There should be a framework for running controlled experiments on the application server fleet in production. The purpose of such a framework would be to make it easier and safer to evaluate the real-world impact of software or hardware changes on application server performance. Here is a sketch of what the different parts of such a framework could be:
- A mechanism for applying a label to a subset of application servers, selected randomly or based on some machine attribute.
- Labels are plumbed through to Puppet as facts, making it possible to vary appserver configuration by label.
- Labels are also plumbed through to MediaWiki and other software running on the appserver. This could be done via an environment variable, a file on disk, or through etcd. There are advantages and disadvantages to each approach.

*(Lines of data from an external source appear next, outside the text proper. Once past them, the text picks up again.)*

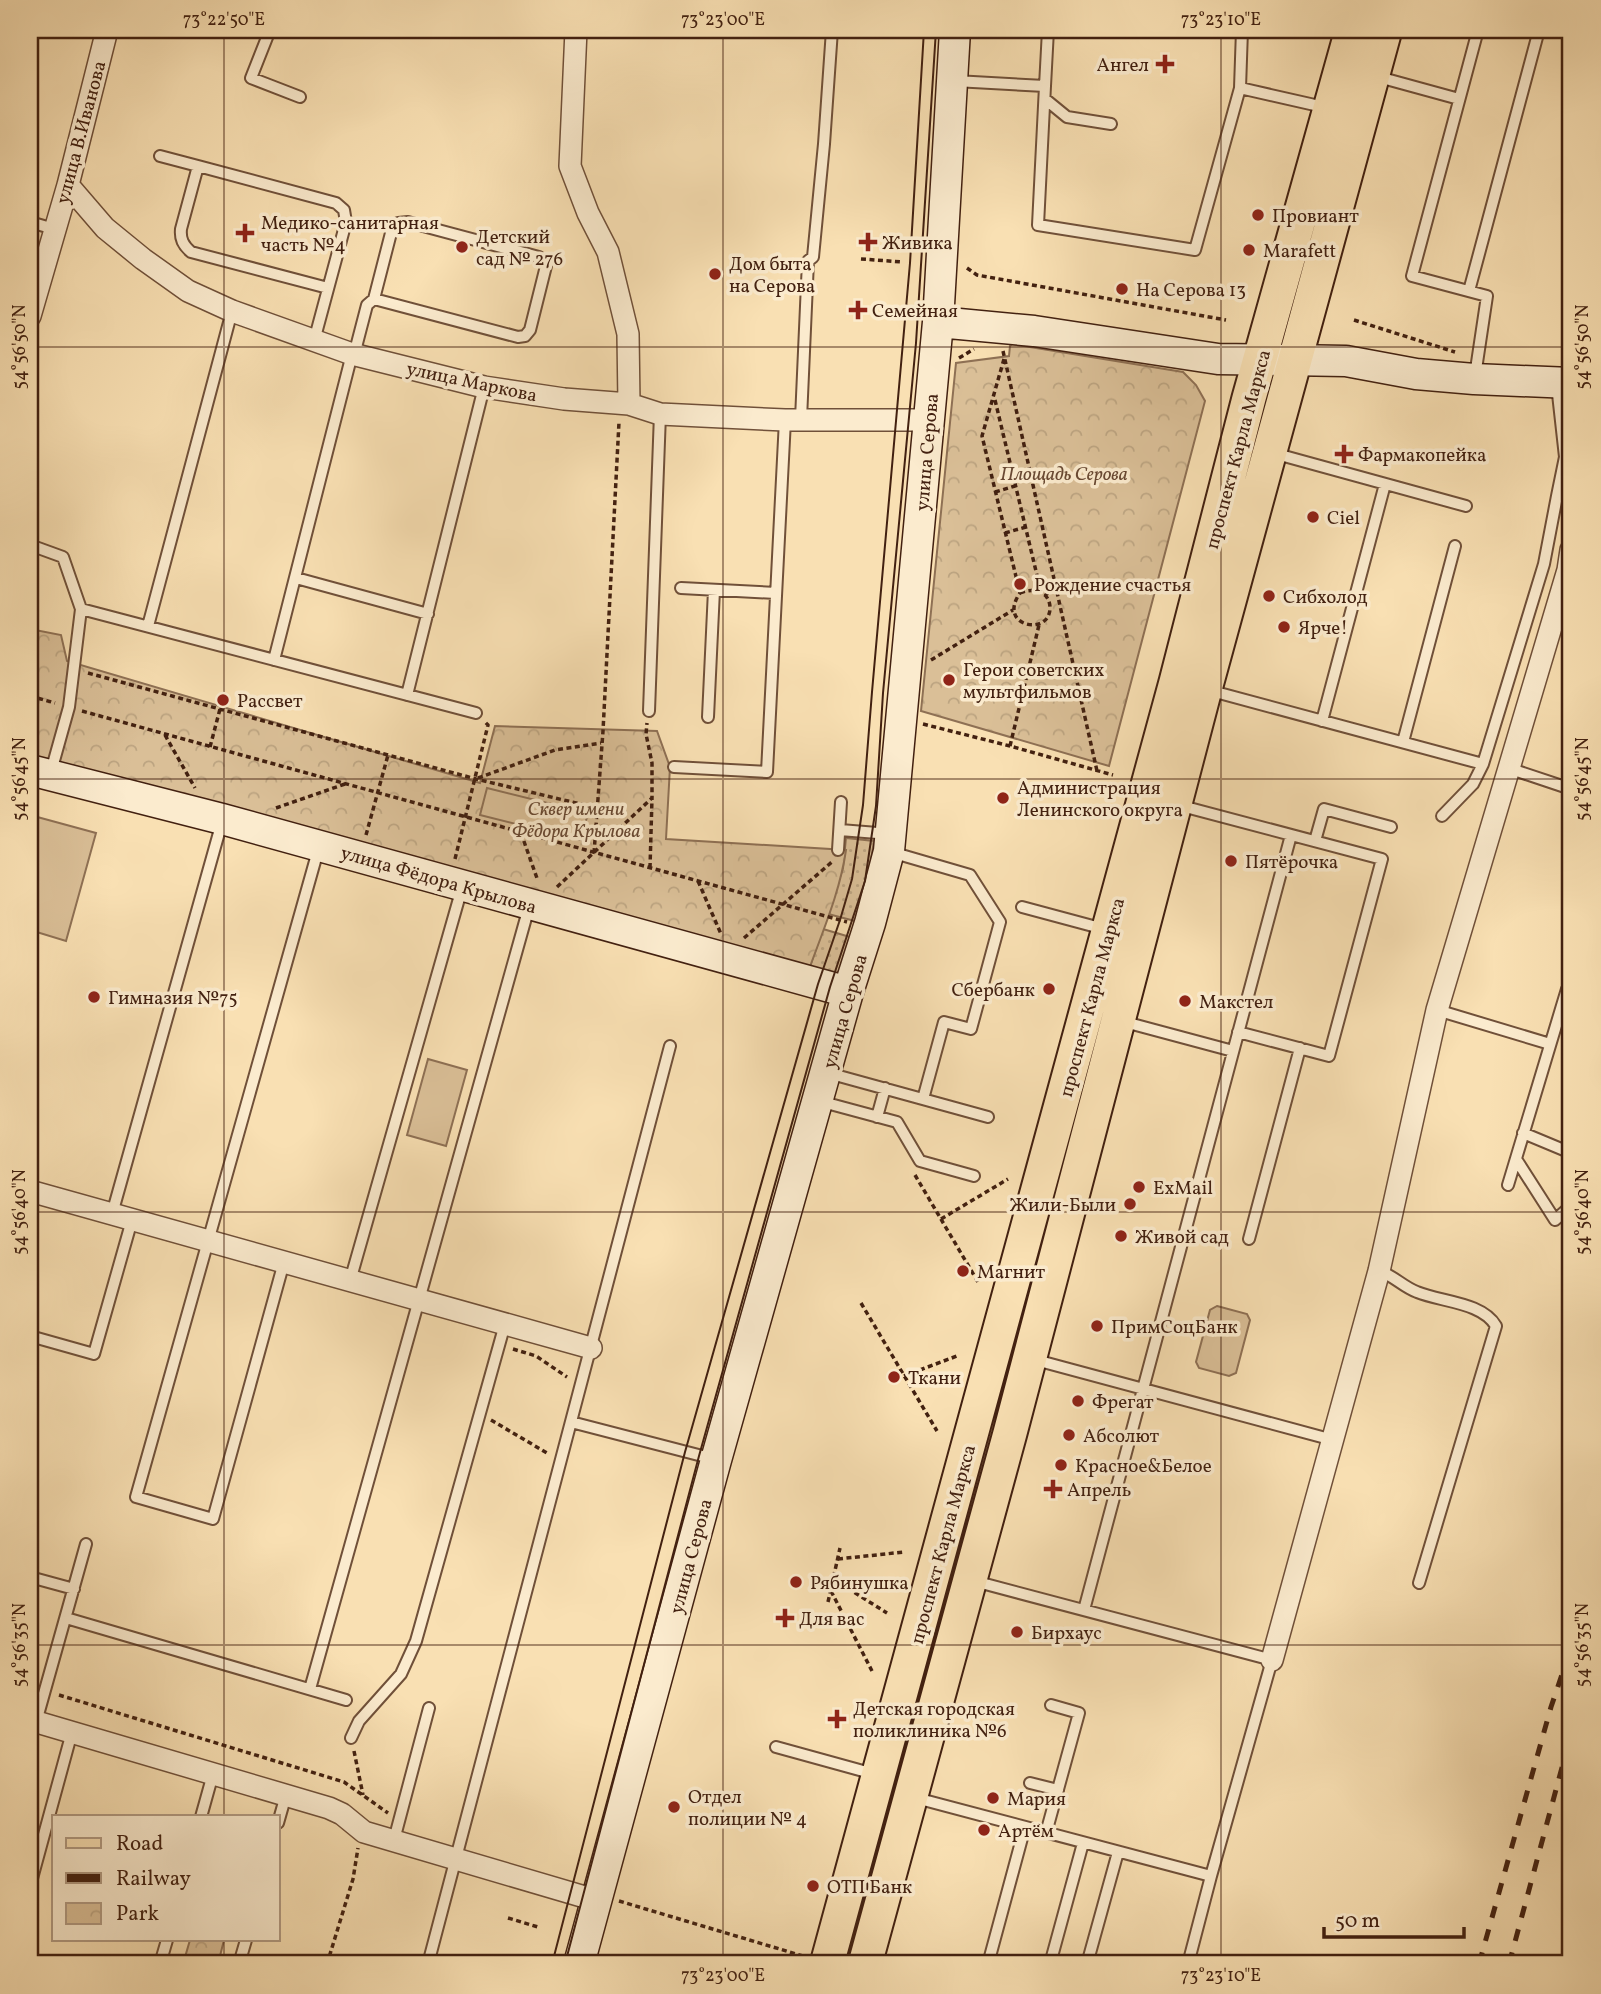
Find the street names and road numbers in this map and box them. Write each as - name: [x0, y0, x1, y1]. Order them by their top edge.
- street label: улица В.Иванова: [50, 58, 114, 207]
- street label: проспект Карла Маркса: [1200, 347, 1278, 552]
- street label: улица Маркова: [404, 356, 539, 410]
- street label: улица Серова: [910, 392, 946, 512]
- street label: улица Фёдора Крылова: [337, 840, 539, 921]
- street label: проспект Карла Маркса: [1054, 895, 1132, 1100]
- street label: улица Серова: [817, 951, 875, 1072]
- street label: проспект Карла Маркса: [905, 1442, 983, 1647]
- street label: улица Серова: [664, 1496, 720, 1617]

- All structured log messages, application metrics and system-level metrics (Prometheus, excimer samples, etc.) are annotated with the labels.
- This might be a bit tricky to do with statsd metrics.
- Dashboards are available in Grafana that are parametrized by label, making it easy to compare a metric across different groups.
There are many kinds of things that such a framework would help evaluate:
- Hardware tunables, such as CPU frequency scaling behaviors (T315398)
- Tunable kernel parameters
- Various other tunable software parameters
- Different hardware configurations (different processors, different RAM, etc.)
- Different software versions (PHP 7.2 vs 7.4, etc.)
- Different implementations (library X vs library Y)
- Code changes